Assemblymember Cahill: Compromise Will Settle Most Outstanding Issues with the Help America Vote Act
Assemblymember Kevin Cahill (D – Ulster, Dutchess) announced that the State Legislature has reached a compromise on legislation to implement most of the measures necessary for New York to comply with the federal Help America Vote Act (HAVA).
The Assembly and the Senate have resolved their differences on issues regarding voter verification and the purchase of new voting machines, but failed to agree on a significant measure that would protect the voting rights of people with disabilities. Assemblymember Cahill, for the past two years, has served on the Legislature’s HAVA Conference Committee and played a key role in negotiating the compromise announced today.
"Our efforts to implement the Help America Vote Act in New York are intended to protect the voting rights of all citizens. It is unconscionable that fifteen years after the passage of the Americans with Disabilities Act, some polling sites in New York are still inaccessible to citizens with disabilities," said Mr. Cahill. "We are not only required by law, but we also have a moral obligation to ensure access for all voters. If the Legislature closes this session without an agreement, then we have failed to complete our obligation."
The Assembly has passed legislation (A.120) authored by Assemblymember Cahill that requires every polling place to be accessible to voters with physical disabilities and provides guidelines which shall be in accordance with the accessibility requirements mandated pursuant to the federal Americans with Disabilities Act of 1990. The bill has unanimously passed the Assembly in each of the last three years. The Senate has thus far failed to consider it.
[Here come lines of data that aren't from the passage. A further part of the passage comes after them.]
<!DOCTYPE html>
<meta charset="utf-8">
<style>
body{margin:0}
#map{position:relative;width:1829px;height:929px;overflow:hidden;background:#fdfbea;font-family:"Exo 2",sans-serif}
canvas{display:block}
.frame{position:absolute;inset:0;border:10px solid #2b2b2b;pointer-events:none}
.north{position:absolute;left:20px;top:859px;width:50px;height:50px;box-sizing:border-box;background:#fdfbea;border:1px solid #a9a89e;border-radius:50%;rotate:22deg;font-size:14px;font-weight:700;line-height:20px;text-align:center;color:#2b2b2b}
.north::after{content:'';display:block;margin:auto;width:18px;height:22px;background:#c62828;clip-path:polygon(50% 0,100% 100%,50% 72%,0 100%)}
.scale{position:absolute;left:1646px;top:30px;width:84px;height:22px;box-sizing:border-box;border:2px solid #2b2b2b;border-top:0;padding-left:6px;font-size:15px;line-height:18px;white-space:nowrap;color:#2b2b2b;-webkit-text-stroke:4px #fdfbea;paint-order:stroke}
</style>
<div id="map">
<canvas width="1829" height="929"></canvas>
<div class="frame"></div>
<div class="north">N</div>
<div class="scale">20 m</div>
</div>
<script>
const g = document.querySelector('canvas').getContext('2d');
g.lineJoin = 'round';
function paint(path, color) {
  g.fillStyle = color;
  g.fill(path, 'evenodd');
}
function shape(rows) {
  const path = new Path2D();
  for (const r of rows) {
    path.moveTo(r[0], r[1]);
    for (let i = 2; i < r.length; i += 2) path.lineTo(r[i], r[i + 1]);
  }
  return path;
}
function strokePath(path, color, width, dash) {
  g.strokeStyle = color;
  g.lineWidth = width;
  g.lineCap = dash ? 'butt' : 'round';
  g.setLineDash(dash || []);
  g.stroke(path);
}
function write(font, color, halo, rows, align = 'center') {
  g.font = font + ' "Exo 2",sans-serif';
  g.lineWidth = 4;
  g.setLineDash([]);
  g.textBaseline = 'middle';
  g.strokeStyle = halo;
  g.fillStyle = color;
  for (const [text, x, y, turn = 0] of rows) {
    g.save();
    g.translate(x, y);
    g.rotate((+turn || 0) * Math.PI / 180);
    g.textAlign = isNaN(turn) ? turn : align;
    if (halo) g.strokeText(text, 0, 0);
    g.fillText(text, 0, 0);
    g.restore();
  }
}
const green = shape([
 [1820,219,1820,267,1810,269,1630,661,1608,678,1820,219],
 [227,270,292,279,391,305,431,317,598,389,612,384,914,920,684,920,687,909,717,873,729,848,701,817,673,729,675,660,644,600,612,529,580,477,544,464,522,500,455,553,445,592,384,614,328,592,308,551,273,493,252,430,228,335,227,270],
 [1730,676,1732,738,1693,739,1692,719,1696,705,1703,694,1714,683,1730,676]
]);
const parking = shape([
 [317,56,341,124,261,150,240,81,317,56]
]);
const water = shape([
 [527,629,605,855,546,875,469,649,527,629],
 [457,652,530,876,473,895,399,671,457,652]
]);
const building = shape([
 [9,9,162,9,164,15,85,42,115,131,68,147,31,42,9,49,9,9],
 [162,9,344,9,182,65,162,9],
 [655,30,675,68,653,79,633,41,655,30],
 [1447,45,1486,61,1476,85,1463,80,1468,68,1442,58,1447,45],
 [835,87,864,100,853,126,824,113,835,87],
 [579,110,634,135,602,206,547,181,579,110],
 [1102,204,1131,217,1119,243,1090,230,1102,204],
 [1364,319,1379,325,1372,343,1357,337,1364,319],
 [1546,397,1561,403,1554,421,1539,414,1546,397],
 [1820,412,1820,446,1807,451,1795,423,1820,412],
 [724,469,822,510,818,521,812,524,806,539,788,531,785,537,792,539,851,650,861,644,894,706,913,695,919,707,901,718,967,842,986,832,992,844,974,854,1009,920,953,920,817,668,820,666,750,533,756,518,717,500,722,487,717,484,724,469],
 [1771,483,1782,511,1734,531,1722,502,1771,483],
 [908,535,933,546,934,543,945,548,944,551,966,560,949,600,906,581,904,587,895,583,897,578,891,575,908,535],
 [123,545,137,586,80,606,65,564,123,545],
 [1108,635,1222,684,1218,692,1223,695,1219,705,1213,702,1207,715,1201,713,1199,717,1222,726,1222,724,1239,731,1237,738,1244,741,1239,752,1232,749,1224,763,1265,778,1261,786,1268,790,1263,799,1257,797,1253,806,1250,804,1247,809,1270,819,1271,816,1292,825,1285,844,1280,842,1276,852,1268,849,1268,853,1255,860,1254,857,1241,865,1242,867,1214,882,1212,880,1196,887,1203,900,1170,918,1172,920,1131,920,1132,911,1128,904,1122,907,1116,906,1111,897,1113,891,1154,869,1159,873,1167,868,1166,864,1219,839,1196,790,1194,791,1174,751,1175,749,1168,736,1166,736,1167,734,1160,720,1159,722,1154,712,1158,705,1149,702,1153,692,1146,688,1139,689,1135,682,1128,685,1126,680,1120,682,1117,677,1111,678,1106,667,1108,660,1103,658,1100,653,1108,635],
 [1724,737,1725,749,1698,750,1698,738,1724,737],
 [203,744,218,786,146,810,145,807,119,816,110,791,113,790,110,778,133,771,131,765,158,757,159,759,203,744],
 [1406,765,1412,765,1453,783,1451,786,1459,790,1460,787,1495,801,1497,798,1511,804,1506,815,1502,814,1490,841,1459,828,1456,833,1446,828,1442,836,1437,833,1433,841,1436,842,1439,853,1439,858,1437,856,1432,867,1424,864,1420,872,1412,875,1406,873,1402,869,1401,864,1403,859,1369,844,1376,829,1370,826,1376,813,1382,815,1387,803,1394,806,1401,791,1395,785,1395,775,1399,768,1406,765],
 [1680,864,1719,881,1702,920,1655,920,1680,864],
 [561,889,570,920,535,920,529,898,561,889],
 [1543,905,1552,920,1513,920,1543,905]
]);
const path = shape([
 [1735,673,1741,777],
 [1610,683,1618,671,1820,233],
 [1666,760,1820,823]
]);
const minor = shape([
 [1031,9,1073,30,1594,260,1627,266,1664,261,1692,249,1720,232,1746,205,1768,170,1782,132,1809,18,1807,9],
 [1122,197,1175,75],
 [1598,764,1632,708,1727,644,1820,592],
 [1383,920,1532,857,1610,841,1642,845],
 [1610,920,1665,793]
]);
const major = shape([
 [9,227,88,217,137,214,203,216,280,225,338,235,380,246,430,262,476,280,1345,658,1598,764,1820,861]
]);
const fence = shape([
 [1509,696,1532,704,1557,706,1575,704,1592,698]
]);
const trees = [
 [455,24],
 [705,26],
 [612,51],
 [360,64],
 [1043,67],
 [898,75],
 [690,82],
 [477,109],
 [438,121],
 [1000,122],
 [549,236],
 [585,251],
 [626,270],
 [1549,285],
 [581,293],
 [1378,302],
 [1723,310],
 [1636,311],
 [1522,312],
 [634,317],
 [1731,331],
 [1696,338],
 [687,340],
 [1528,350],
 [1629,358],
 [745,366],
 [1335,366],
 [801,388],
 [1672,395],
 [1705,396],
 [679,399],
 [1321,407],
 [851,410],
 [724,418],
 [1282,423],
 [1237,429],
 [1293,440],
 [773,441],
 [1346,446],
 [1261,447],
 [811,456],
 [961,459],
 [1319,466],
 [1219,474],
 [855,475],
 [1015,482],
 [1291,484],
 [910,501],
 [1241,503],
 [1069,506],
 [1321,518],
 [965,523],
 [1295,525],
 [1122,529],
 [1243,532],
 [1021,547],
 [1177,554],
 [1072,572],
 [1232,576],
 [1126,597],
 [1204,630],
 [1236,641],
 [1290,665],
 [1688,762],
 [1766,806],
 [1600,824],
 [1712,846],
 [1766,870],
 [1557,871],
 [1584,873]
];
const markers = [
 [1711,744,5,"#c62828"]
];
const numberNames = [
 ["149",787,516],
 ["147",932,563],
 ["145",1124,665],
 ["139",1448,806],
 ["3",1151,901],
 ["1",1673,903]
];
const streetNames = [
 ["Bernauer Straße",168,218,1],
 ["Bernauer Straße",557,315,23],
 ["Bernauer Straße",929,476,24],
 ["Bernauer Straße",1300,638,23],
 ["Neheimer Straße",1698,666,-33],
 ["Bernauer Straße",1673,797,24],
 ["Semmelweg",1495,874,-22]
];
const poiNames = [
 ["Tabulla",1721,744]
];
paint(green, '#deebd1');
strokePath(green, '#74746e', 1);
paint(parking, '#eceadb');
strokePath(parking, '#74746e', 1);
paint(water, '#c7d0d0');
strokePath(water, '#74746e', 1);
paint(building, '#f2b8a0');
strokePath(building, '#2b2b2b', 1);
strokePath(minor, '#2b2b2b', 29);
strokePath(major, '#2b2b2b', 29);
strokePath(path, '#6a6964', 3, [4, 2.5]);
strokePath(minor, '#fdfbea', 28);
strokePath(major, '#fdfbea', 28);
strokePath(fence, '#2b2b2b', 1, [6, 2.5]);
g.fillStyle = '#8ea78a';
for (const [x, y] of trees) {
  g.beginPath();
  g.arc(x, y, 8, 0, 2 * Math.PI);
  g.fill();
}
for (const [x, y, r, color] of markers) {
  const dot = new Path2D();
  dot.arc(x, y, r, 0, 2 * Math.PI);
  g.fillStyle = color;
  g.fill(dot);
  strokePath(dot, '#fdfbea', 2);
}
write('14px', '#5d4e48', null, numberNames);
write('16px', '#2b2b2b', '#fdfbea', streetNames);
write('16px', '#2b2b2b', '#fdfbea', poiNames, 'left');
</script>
"New Yorkers with disabilities need the language change proposed in Assemblymember Cahill’s access bill to make this state compliant with federal law," said Brad Williams, Executive Director of the New York State Independent Living Council, Inc. "Anything less would be an abdication of responsibility."
The Senate and Assembly did manage to agree on two major issues that have stalled New York’s implementation of HAVA since the federal law was passed in 2002. The first measure allows boards of elections to verify the identity of individuals registering to vote through state databases or social security numbers to prevent voter fraud. The legislation contains safeguards to make sure no one is unfairly denied the right to vote, requiring local boards of elections to send notice to applicants if a discrepancy occurs while checking for input errors on their part. Acceptable voter identification for first-time voters will be consistent with the guidelines established in the federal HAVA legislation (A.8930).
The compromise does not provide that one type of voting machine be used throughout the state as the Assembly preferred. Instead, it establishes mandatory standards that all machines must meet if they are to be used in New York State and allows local boards of elections to pick among machine types that meet these standards. Local boards will be able to purchase optical scan machines as long as they conform to the specified requirements. The legislation mandates a voter-verified paper audit trail to ensure the accuracy of the machines, allowing voters to have confidence that their vote was correctly counted. In addition, the bill directs the State Board of Elections to create statewide standards for voter and poll worker education, aspects that are important in order to inform voters of technological changes as the new machines are introduced (A.8969).
Other measures agreed upon would consolidate election administration with local boards of elections (A.8931) and resolve longstanding governance problems at the state Board of Elections (A.8926). "While there is still much more to be done, this HAVA compromise will help to ensure New York does not lose out on more than $200 million in federal aid available for modernizing elections," Assemblymember Cahill concluded.